WHAT YOU SHOULD DO :: Among the entries, find each line that includes the string "turn" and list it.

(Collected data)

=-=-=-=-=

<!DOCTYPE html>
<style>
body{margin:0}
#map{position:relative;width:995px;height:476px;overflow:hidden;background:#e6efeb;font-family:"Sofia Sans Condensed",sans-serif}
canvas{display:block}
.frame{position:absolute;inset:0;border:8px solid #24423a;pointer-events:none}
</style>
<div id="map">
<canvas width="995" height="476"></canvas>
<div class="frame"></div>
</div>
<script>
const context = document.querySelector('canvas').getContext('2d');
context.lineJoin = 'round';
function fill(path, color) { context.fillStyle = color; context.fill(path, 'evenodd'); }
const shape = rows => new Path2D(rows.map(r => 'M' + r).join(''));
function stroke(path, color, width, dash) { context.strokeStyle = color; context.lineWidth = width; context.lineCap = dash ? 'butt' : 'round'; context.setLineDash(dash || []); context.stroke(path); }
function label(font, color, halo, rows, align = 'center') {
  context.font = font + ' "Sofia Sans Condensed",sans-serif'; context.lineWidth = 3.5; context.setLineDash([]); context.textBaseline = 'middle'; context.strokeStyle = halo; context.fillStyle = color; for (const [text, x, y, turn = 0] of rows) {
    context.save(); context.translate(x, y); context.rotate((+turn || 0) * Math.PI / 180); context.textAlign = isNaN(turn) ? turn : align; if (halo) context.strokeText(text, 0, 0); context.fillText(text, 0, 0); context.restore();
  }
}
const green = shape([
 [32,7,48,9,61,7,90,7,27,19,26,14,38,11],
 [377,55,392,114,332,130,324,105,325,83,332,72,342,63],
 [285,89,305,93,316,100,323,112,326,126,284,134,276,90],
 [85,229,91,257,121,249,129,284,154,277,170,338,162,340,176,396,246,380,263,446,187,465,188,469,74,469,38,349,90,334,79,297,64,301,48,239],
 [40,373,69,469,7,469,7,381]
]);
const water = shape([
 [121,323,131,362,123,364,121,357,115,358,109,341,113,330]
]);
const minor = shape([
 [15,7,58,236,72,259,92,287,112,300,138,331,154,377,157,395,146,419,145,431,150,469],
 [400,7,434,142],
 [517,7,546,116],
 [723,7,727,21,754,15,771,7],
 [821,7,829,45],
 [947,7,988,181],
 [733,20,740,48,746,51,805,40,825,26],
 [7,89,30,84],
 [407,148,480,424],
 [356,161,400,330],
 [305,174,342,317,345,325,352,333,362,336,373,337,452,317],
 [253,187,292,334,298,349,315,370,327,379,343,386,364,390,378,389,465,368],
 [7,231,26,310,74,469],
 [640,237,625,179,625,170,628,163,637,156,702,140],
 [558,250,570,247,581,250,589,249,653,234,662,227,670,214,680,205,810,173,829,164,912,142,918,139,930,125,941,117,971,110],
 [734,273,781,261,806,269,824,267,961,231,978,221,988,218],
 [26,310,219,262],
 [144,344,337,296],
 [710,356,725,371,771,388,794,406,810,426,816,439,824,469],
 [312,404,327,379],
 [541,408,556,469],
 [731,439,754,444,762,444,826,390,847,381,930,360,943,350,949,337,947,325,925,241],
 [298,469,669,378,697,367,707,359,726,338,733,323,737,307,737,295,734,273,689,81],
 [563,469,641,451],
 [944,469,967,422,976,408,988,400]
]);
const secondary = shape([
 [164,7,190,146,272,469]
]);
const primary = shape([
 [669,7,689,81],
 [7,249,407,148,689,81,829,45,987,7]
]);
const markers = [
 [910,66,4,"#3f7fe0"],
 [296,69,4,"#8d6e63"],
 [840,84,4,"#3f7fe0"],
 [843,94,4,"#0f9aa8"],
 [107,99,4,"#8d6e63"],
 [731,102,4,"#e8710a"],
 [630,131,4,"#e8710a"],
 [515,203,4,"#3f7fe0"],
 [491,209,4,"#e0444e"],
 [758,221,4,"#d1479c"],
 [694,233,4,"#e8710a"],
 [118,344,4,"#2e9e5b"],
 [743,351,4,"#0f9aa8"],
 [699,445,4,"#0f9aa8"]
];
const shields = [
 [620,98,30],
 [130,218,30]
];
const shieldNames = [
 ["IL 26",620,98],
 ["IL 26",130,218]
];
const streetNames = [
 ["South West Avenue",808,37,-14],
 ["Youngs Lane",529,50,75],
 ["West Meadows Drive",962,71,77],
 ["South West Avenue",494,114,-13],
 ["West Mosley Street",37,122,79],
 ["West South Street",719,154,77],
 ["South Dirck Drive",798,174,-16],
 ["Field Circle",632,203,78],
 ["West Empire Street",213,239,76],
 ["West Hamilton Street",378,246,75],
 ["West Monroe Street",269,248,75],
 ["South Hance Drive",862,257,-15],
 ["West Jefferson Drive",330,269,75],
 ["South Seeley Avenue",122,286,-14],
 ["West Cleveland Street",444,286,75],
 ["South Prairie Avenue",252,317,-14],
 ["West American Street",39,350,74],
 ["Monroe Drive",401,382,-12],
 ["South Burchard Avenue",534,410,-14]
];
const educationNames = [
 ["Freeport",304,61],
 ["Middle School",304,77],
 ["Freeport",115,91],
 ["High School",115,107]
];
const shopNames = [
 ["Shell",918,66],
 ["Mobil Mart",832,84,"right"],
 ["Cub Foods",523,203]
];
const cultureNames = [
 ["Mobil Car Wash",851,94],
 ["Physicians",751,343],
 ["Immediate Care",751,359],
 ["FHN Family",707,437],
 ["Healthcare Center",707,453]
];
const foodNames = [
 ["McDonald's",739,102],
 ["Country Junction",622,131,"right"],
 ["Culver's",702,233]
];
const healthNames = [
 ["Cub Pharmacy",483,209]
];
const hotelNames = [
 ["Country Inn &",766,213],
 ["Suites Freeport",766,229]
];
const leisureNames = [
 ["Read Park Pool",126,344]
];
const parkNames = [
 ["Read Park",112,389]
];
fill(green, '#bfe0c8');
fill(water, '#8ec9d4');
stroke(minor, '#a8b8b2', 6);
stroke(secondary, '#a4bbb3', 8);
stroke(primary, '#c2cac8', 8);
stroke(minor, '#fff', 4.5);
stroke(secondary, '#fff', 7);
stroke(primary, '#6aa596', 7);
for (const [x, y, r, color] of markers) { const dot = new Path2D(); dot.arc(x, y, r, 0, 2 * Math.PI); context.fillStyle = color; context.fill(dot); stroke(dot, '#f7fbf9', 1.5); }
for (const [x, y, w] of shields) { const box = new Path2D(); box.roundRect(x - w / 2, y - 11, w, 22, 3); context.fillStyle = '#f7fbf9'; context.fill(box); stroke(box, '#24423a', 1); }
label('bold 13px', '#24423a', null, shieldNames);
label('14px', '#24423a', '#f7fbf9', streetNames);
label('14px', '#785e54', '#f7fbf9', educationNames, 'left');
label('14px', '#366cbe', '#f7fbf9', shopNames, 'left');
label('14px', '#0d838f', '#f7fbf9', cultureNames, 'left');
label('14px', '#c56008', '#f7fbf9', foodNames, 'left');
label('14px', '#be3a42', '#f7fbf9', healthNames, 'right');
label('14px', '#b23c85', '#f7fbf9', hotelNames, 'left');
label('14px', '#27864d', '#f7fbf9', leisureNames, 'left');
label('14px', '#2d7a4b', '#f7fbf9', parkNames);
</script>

=-=-=-=-=

EXERCISE ANSWER ::
  context.font = font + ' "Sofia Sans Condensed",sans-serif'; context.lineWidth = 3.5; context.setLineDash([]); context.textBaseline = 'middle'; context.strokeStyle = halo; context.fillStyle = color; for (const [text, x, y, turn = 0] of rows) {
    context.save(); context.translate(x, y); context.rotate((+turn || 0) * Math.PI / 180); context.textAlign = isNaN(turn) ? turn : align; if (halo) context.strokeText(text, 0, 0); context.fillText(text, 0, 0); context.restore();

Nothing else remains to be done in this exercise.